Exercise:
Repeat the full listing exactly.

Information shown:

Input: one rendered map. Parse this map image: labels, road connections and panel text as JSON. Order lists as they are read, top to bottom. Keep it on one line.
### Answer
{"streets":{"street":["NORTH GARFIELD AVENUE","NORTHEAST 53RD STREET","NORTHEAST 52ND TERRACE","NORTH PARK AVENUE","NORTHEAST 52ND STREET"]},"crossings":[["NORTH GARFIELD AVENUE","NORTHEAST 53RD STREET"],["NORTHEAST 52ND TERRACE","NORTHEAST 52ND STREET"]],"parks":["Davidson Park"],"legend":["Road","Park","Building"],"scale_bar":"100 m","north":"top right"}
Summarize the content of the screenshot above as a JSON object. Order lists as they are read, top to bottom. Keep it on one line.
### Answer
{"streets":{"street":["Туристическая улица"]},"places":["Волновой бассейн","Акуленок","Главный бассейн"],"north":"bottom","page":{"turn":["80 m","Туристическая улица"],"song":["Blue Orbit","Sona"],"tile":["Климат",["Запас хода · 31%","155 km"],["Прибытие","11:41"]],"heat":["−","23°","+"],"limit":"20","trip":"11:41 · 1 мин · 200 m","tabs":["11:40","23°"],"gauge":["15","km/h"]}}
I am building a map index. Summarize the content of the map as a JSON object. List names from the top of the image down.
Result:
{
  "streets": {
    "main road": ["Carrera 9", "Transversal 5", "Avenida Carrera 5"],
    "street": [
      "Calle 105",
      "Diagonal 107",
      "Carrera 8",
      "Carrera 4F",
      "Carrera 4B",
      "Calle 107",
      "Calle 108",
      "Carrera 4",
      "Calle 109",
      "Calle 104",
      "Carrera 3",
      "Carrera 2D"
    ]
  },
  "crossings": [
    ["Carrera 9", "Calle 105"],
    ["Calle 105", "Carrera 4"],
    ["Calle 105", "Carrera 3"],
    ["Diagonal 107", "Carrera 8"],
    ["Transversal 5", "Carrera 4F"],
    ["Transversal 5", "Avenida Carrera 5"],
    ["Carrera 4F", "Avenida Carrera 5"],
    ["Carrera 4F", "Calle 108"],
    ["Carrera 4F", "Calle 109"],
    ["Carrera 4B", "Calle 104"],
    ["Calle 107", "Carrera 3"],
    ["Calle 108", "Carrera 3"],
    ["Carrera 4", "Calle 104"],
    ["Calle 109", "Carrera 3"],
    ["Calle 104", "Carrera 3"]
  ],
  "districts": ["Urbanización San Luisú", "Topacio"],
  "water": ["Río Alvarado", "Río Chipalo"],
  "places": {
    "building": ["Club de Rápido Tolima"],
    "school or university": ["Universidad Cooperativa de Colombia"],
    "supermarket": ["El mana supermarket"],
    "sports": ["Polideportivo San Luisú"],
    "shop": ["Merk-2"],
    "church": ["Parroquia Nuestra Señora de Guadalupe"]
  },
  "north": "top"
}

Your solution:
Input: one rendered map. Parse this map image: labels, road connections and panel text as JSON. Order lists as they are read, top to bottom. Keep it on one line.
### Answer
{"streets":{"street":["NORTH GARFIELD AVENUE","NORTHEAST 53RD STREET","NORTHEAST 52ND TERRACE","NORTH PARK AVENUE","NORTHEAST 52ND STREET"]},"crossings":[["NORTH GARFIELD AVENUE","NORTHEAST 53RD STREET"],["NORTHEAST 52ND TERRACE","NORTHEAST 52ND STREET"]],"parks":["Davidson Park"],"legend":["Road","Park","Building"],"scale_bar":"100 m","north":"top right"}
Summarize the content of the screenshot above as a JSON object. Order lists as they are read, top to bottom. Keep it on one line.
### Answer
{"streets":{"street":["Туристическая улица"]},"places":["Волновой бассейн","Акуленок","Главный бассейн"],"north":"bottom","page":{"turn":["80 m","Туристическая улица"],"song":["Blue Orbit","Sona"],"tile":["Климат",["Запас хода · 31%","155 km"],["Прибытие","11:41"]],"heat":["−","23°","+"],"limit":"20","trip":"11:41 · 1 мин · 200 m","tabs":["11:40","23°"],"gauge":["15","km/h"]}}
I am building a map index. Summarize the content of the map as a JSON object. List names from the top of the image down.
Result:
{
  "streets": {
    "main road": ["Carrera 9", "Transversal 5", "Avenida Carrera 5"],
    "street": [
      "Calle 105",
      "Diagonal 107",
      "Carrera 8",
      "Carrera 4F",
      "Carrera 4B",
      "Calle 107",
      "Calle 108",
      "Carrera 4",
      "Calle 109",
      "Calle 104",
      "Carrera 3",
      "Carrera 2D"
    ]
  },
  "crossings": [
    ["Carrera 9", "Calle 105"],
    ["Calle 105", "Carrera 4"],
    ["Calle 105", "Carrera 3"],
    ["Diagonal 107", "Carrera 8"],
    ["Transversal 5", "Carrera 4F"],
    ["Transversal 5", "Avenida Carrera 5"],
    ["Carrera 4F", "Avenida Carrera 5"],
    ["Carrera 4F", "Calle 108"],
    ["Carrera 4F", "Calle 109"],
    ["Carrera 4B", "Calle 104"],
    ["Calle 107", "Carrera 3"],
    ["Calle 108", "Carrera 3"],
    ["Carrera 4", "Calle 104"],
    ["Calle 109", "Carrera 3"],
    ["Calle 104", "Carrera 3"]
  ],
  "districts": ["Urbanización San Luisú", "Topacio"],
  "water": ["Río Alvarado", "Río Chipalo"],
  "places": {
    "building": ["Club de Rápido Tolima"],
    "school or university": ["Universidad Cooperativa de Colombia"],
    "supermarket": ["El mana supermarket"],
    "sports": ["Polideportivo San Luisú"],
    "shop": ["Merk-2"],
    "church": ["Parroquia Nuestra Señora de Guadalupe"]
  },
  "north": "top"
}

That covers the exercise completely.